Poderia discorrer de forma um pouco mais elaborada sobre esta mudança em sua atitude geral?

Quentin: Não conheço nenhuma pessoa de quem eu não goste. A atitude de alienação universal que eu sentia em minha adolescência e juventude converteu-se em seu oposto. Esta mudança é mais de natureza psicológica ou instintiva do que o resultado de qualquer mudança em minhas concepções filosóficas. Mas parece-me absurdo que possa haver uma razão para não gostar de alguém. Existe uma distinção clara entre gostar de uma pessoa e concordar com ou discordar do que ela acredita ou faz.

O mesmo se aplica a tudo o mais. Eu acho animais, plantas e objetos inanimados estimáveis, mesmo que eu possa não estar “de acordo” com uma serpente que queira me picar. Se esta atitude pode ser filosoficamente justificada ou não, eu não sei. Estou apenas relatando como eu experiencio as coisas atualmente.

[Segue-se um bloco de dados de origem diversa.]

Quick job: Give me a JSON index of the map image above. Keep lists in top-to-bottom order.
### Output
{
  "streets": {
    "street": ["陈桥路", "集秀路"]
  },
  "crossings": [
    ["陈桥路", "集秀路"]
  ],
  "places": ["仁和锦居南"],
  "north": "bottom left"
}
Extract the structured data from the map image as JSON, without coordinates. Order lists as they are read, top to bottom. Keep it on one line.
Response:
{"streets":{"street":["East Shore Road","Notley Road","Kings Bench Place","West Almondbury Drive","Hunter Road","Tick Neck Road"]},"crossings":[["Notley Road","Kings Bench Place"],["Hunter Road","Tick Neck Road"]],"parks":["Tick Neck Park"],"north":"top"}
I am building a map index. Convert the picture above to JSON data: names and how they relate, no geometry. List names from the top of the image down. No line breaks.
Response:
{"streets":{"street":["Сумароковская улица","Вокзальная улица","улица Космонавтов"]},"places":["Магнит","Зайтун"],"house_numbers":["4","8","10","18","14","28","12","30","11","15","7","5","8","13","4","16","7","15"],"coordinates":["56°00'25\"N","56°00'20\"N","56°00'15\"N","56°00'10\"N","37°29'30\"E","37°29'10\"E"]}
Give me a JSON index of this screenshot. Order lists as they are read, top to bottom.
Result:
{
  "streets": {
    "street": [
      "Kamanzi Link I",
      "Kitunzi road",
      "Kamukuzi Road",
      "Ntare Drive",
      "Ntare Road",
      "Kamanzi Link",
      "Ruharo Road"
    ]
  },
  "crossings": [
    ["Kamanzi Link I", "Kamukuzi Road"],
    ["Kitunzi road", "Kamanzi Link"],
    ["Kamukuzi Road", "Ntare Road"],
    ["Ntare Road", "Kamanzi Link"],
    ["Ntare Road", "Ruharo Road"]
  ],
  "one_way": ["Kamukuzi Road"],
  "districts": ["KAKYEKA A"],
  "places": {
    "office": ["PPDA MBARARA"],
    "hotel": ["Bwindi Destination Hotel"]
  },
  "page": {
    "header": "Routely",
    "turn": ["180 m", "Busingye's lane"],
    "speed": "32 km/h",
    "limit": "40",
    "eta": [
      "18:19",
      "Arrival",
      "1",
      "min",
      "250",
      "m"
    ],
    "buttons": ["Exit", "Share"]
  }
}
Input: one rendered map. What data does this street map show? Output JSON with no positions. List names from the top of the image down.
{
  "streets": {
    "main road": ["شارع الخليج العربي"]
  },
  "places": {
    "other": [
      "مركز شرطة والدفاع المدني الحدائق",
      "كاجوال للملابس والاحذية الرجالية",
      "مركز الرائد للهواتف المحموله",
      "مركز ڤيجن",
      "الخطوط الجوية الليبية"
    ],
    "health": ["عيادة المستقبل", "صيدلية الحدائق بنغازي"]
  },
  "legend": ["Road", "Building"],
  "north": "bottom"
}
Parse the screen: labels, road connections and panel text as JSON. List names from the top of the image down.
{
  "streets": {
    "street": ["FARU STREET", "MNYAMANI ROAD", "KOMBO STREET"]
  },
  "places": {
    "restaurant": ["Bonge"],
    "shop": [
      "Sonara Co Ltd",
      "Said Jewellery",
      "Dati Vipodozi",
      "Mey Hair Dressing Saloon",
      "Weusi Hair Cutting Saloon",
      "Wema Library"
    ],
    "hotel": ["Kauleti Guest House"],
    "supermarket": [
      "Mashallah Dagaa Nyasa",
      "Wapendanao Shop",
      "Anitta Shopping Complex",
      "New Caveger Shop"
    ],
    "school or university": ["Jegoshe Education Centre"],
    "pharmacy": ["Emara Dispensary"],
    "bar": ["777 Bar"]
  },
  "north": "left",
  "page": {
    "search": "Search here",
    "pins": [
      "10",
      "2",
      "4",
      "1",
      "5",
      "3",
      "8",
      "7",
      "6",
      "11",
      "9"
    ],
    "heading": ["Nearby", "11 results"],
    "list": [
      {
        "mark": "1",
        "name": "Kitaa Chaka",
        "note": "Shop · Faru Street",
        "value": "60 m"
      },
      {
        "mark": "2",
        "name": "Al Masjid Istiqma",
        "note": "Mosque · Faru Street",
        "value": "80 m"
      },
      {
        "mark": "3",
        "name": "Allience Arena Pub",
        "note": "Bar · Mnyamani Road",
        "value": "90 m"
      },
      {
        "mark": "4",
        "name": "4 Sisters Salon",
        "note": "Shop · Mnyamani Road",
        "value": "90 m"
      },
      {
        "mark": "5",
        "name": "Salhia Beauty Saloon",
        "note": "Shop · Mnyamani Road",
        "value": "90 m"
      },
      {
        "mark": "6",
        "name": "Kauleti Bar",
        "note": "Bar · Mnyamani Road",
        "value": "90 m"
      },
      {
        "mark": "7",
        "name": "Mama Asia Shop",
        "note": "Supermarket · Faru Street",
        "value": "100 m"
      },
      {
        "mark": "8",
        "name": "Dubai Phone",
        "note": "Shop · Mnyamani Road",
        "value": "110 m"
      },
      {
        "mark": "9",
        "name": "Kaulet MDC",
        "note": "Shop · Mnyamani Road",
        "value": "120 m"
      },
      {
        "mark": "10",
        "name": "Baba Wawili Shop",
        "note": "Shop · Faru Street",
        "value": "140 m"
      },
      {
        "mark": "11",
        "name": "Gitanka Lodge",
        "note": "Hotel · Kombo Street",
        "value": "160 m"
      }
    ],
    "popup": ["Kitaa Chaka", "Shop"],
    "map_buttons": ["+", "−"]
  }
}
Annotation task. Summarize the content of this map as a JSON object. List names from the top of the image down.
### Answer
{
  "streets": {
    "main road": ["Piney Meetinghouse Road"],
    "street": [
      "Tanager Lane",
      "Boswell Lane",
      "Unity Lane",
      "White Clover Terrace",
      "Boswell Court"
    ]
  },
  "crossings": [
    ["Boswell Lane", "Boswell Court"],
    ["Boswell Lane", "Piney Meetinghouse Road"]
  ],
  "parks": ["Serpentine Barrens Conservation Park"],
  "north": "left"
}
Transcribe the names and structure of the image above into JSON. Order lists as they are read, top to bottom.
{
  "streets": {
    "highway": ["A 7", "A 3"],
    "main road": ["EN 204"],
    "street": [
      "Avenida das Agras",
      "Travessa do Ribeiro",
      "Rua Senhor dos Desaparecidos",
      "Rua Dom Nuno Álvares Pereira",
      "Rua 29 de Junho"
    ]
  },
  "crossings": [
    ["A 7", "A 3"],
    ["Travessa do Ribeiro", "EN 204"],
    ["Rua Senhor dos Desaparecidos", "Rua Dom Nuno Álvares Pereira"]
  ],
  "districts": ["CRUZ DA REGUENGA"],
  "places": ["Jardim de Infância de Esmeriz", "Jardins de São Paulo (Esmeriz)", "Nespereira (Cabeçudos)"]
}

Isto também envolve reavaliar minha atitude anterior em relação a pessoas com carreiras, como os executivos e os banqueiros. Quando conversamos com eles, descobrimos que um senso de propósito grandioso é o principal fator de motivação em suas vidas. Por exemplo, certa vez conversei com o vice-presidente do Citibank (não foi muito difícil agendar um horário com ele, já que aconteceu de ele ser meu irmão mais velho!) e era óbvio que ele via que o propósito de sua vida era melhorar a condição humana melhorando sua condição econômica. Descobre-se que este modo de experienciar a vida está presente em praticamente todas as pessoas, embora ele varie em grau de pessoa para pessoa.

Pode parecer paradoxal eu gastar a maior parte de meu tempo sozinho, se eu tenho esta atitude positiva para com os outros. Mas não é realmente paradoxal. Ocorre apenas que eu tenho um estranho desejo de fazer algo mais além de socializar, isto é, produzir novas teorias filosóficas e obras de arte.

Seu motivo para escrever filosofia ainda é o mesmo de quando tinha vinte anos?

Quentin: Não. Eu agora percebo que a filosofia de alguém não pode “mudar o mundo”, o que eu estava decidido a fazer aos 16 anos, quando comecei a escrever The Felt Meanings of the World. Em vez disso, o livro apenas estimulou a pensar aqueles que já tinham uma visão filosófica de mundo desenvolvida. E como eu admiro a originalidade de pensamento, e desencorajo as pessoas de se tornarem meus “discípulos”, por assim dizer, eu não quero que ninguém adote minha visão de mundo filosófica como a sua própria. Em vez disso, eles deveriam adotar sua própria visão de mundo, talvez com o estímulo de minhas publicações sendo útil neste processo.

Observei que atualmente você, além de escritor, também é um editor.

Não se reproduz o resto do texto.